Victory Medal with Mention in Despatches oakleaf : Corporal W Dunstan, 7 Battalion, AIF
|Title||Victory Medal with Mention in Despatches oakleaf : Corporal W Dunstan, 7 Battalion, AIF|
|Place made||United Kingdom|
|Date made||c 1920|
|Description||Victory Medal with Mention in Despatches oakleaf. Impressed around edge with recipient's details.|
|Summary||William Dunstan was born on 8 March 1895 at Ballarat, Victoria to William John and Henrietta (nee Mitchell) Dunstan. He was educated at Golden Point State School and was reportedly an excellent pupil. After leaving school at the age of 15, he worked as a delivery boy and clerk with Snow's Drapery store in Ballarat, studying at home in the evenings. Dunstan served three years in senior cadets under the compulsory training scheme where he reached the cadet rank of captain. This was followed by a transfer to the 70th Infantry (Ballarat Regiment) as lieutenant in July 1914. Following the outbreak of the First World War he enlisted in Melbourne on 2 June 1915 and was posted as a private (no. 2130) with the 6th reinforcements to 7 Battalion (7Bn). He embarked with the reinforcements on HMAT A62 Wandilla on 17 June, bound for Egypt and joined his battalion at Gallipoli on 5 August 1915. On the same day he was made acting corporal.|
He was awarded a Victoria Cross for his actions at the Battle of Lone Pine on 9 August.

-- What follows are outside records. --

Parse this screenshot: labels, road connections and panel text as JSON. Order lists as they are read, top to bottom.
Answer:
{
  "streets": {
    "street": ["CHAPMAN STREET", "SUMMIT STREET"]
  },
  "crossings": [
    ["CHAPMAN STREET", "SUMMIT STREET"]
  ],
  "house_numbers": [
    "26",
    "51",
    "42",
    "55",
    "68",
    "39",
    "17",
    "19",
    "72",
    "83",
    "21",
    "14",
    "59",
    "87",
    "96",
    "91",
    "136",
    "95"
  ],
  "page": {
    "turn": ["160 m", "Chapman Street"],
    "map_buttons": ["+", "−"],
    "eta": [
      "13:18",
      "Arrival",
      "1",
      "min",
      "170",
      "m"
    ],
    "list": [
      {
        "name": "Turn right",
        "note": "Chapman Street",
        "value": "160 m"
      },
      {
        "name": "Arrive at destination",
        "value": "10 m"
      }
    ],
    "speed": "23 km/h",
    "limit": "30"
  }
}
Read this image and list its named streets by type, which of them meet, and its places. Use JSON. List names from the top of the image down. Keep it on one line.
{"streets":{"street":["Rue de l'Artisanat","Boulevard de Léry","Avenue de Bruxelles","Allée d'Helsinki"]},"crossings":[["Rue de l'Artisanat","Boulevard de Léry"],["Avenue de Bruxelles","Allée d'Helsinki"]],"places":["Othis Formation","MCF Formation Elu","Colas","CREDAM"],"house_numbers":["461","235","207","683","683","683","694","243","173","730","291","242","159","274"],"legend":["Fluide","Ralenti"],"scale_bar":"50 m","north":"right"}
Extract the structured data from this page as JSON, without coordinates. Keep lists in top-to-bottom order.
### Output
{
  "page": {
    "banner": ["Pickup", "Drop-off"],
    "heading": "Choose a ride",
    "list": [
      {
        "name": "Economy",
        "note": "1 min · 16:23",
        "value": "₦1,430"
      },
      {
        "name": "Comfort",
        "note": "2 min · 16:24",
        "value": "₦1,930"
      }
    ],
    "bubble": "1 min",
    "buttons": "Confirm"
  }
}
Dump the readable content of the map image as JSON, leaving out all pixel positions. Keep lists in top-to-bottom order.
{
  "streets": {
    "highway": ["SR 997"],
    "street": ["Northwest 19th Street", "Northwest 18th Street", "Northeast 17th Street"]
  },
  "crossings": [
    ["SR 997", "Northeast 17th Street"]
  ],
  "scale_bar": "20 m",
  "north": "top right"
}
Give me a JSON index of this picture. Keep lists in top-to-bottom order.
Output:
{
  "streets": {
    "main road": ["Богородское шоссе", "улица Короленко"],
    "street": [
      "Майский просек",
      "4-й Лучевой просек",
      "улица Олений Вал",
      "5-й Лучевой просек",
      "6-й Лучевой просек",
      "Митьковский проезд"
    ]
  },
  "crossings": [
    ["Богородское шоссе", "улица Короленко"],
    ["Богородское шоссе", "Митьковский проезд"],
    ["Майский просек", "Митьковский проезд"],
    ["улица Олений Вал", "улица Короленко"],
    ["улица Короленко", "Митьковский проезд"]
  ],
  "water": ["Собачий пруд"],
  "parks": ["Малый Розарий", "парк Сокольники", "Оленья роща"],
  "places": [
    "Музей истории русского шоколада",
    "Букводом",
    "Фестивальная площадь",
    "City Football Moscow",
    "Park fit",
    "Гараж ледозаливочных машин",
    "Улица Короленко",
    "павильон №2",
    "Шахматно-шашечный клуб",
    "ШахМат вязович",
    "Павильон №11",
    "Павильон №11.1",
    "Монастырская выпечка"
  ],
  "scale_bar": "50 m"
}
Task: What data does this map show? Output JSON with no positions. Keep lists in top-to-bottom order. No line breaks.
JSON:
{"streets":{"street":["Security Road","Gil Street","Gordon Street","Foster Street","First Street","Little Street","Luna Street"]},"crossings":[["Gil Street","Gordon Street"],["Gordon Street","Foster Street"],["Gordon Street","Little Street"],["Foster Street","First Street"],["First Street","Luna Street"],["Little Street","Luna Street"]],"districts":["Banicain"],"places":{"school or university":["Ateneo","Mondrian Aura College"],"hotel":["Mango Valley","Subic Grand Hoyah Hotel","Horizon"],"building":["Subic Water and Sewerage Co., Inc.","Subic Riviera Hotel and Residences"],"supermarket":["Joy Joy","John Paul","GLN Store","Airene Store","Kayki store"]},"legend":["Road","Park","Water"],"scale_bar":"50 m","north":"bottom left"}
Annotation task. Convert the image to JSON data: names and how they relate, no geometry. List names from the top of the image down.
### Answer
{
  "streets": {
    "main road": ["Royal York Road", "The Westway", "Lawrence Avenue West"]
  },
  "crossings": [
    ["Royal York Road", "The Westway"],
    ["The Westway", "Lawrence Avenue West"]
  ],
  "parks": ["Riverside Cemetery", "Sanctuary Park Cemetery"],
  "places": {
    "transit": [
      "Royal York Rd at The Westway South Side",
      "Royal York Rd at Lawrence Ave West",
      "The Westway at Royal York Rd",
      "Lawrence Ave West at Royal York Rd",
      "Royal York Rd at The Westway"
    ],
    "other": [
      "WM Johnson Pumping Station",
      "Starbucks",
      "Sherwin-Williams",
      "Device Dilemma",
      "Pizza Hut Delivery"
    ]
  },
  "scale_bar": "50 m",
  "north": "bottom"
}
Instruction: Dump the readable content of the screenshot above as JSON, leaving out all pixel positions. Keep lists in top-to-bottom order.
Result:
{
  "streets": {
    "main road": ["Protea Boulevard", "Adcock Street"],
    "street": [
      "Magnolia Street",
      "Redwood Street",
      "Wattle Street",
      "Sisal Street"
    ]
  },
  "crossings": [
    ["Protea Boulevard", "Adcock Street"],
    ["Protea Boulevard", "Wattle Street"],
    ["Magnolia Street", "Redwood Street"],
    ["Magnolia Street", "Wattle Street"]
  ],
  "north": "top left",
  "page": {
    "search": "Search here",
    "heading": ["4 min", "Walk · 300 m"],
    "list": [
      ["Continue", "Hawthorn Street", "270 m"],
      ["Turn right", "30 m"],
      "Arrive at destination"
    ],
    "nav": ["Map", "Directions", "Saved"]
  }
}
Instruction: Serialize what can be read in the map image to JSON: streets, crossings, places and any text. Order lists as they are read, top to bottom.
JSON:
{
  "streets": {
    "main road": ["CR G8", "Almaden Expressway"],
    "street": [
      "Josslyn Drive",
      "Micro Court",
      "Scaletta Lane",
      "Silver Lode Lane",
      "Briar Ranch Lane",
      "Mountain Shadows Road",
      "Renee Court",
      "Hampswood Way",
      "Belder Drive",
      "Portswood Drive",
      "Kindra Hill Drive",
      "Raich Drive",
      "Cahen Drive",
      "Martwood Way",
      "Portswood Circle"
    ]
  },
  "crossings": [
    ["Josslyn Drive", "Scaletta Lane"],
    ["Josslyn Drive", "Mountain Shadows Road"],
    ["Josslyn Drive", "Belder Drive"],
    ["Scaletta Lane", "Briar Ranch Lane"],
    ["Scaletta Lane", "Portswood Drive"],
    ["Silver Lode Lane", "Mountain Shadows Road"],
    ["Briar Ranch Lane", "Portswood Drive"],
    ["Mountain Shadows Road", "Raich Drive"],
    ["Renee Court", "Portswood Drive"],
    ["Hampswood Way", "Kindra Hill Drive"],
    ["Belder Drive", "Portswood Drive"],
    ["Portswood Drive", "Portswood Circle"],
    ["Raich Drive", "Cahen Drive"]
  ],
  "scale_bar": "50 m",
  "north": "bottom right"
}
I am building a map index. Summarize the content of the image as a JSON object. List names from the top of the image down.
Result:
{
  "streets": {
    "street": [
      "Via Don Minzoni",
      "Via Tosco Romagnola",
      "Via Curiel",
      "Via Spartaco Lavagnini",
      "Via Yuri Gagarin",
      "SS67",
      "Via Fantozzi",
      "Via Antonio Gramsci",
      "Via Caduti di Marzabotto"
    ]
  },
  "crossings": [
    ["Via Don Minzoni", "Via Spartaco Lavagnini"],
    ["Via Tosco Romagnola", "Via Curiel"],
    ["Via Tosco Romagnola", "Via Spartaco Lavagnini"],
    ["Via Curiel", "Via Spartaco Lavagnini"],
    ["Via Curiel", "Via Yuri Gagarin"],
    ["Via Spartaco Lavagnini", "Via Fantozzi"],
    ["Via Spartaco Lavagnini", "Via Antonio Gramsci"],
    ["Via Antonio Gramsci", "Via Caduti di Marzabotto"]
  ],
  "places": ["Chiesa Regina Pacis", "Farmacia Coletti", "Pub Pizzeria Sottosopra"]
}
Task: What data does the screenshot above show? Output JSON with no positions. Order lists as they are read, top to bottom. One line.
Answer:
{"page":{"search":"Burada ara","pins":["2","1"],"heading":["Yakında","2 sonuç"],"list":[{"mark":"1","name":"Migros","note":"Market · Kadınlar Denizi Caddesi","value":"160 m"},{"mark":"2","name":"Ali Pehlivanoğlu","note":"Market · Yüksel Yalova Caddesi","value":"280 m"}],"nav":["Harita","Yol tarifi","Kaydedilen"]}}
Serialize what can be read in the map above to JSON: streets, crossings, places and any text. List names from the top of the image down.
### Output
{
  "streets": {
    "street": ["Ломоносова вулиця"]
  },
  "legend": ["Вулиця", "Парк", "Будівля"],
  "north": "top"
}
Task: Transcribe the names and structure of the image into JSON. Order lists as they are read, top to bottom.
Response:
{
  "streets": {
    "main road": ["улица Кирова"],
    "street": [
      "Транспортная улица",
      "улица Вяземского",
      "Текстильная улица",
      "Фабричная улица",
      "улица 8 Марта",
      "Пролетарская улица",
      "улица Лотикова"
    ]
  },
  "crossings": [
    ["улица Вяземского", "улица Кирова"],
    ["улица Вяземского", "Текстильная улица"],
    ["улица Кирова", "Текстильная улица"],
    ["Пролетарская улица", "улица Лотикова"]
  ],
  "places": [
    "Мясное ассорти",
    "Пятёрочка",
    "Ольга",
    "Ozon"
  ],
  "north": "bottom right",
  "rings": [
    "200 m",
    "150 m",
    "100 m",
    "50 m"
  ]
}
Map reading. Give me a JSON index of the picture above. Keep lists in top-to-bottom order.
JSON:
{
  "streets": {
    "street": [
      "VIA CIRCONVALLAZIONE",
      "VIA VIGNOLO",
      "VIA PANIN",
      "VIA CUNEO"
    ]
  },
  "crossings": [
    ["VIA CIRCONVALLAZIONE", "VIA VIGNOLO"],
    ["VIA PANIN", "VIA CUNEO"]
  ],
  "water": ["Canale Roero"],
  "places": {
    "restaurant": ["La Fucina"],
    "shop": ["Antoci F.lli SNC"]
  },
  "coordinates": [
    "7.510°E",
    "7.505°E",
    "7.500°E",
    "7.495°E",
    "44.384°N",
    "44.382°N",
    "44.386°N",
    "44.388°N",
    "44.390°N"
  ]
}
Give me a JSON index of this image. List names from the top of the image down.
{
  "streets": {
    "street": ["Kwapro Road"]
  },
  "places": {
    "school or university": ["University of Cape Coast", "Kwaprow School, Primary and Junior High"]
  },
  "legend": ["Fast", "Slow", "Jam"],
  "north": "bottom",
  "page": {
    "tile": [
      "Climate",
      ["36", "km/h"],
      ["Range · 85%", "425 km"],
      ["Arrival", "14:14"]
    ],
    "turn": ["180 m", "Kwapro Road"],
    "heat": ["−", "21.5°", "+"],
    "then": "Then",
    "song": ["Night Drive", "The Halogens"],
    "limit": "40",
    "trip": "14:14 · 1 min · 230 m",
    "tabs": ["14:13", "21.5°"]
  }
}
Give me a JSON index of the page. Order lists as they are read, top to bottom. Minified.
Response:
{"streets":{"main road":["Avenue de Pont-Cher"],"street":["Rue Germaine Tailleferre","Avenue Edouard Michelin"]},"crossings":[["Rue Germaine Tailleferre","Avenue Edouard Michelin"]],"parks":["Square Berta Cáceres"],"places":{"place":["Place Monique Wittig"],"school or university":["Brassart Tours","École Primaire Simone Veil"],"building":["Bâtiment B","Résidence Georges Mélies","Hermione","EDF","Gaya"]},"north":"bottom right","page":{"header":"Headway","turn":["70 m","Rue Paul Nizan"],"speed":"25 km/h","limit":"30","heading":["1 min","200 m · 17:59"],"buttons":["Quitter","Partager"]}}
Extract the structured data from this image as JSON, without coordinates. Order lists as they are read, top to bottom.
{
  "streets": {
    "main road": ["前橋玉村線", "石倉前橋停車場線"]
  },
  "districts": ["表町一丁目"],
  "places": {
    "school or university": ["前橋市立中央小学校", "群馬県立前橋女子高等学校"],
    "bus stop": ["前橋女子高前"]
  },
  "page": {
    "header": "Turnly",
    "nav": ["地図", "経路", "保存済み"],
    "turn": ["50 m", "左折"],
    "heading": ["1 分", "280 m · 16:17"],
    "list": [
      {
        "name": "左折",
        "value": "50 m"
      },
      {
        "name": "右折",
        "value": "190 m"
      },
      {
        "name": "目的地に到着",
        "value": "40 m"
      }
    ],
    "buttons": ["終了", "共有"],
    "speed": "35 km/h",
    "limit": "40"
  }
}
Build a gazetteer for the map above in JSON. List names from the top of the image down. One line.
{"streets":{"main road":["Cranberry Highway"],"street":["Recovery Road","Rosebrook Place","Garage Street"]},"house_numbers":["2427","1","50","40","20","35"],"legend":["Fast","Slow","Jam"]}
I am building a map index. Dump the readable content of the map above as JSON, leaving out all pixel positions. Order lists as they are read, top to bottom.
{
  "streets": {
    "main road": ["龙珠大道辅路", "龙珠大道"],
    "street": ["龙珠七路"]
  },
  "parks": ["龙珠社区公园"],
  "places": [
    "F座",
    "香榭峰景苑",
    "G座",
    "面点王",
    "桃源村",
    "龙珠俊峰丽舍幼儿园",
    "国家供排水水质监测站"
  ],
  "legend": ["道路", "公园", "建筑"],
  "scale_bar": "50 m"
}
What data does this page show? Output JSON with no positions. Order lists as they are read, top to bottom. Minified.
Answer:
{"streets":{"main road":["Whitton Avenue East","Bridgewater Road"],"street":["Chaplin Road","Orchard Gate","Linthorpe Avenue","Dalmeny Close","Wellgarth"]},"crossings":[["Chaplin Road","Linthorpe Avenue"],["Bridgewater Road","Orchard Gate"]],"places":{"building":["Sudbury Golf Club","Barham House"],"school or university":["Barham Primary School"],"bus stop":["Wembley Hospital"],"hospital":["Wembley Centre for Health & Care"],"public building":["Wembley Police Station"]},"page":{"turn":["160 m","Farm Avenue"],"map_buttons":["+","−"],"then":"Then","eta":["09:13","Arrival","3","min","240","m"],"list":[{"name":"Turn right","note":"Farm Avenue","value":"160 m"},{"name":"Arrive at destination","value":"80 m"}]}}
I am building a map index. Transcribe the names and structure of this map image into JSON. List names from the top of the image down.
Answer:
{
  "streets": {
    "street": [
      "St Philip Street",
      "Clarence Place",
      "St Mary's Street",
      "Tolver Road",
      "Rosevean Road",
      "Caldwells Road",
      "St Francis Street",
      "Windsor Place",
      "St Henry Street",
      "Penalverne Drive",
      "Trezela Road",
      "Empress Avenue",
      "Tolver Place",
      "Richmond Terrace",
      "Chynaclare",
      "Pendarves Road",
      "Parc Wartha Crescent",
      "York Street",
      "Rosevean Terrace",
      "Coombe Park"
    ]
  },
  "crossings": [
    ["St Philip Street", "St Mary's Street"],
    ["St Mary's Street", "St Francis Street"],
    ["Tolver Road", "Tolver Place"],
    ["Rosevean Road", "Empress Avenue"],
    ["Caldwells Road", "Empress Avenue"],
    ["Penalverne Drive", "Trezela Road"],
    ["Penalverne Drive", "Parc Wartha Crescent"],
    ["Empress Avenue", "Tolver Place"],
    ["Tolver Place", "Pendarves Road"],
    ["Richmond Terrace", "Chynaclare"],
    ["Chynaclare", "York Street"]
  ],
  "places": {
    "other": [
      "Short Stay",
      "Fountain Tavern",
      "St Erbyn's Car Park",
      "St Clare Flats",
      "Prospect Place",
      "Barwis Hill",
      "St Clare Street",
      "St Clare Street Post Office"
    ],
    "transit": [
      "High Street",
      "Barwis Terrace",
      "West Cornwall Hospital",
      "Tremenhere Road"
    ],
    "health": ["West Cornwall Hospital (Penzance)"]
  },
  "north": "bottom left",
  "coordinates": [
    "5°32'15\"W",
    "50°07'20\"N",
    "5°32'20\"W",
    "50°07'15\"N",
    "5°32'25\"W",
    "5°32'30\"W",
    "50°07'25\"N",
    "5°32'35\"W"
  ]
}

Later that same day Dunstan was evacuated from Gallipoli for treatment of head and eye injuries he had suffered in the battle. His eyesight had not fully recovered when, in early September, he was invalided back to Australia on HMAT A38 Ulysses. He was medically discharged on 1 February 1916 and Mentioned in Dispatches by General Sir Ian Hamilton the following month.
Soon after returning, his old employer presented him with 50 pounds. The residents of Ballarat offered to add to the sum but he declined saying that there were hundreds of other Australians less lucky than him that had earned equal praise. Despite his injuries, Dunstan joined the Citizen Forces as a lieutenant and was actively engaged in the pro-conscription debate, attending various rallies in its support. In one interview later in the war he avowed that '[i]f I had a thousand votes I would give every one of them in favour of conscription.'
Dunstan married Marjorie Carnell on 10 November 1918. The couple had three children, a daughter and two sons. Both sons, William and Keith, served in the Second World War.
Though he was celebrated for his actions at Lone Pine he avoided talking of his time as a soldier. His war experiences were never discussed in the family home. His VC and medals spent years in a box under the stairs, rarely seeing the light of day. On the few occasions that Marjorie took them out to show the children, it was done without William's knowledge. He was haunted by his time at Gallipoli and the injuries he sustained continued to take a toll on him. He periodically suffered severe headaches from shrapnel lodged in his head; a condition that stayed with him for the rest of his life.
Despite this he had a successful business career. Soon after the war he became private secretary to Sir Nicholas Lockyer, the acting Secretary of the Repatriation Department. In 1921 he joined the staff of the Herald and Weekly Times as an accountant, rising to the position of general manager in 1934 until his retirement in 1953. During this time his career expanded to include seats on the boards of various media and textile companies. With the outbreak of the Second World War, Dunstan contacted General Blamey to secure a command, only to be rejected on medical grounds. As well as his business interests he took a keen interest in horse racing. William Dunstan died on 2 March 1957 after suffering a heart attack while he was returning from the Caulfield racecourse.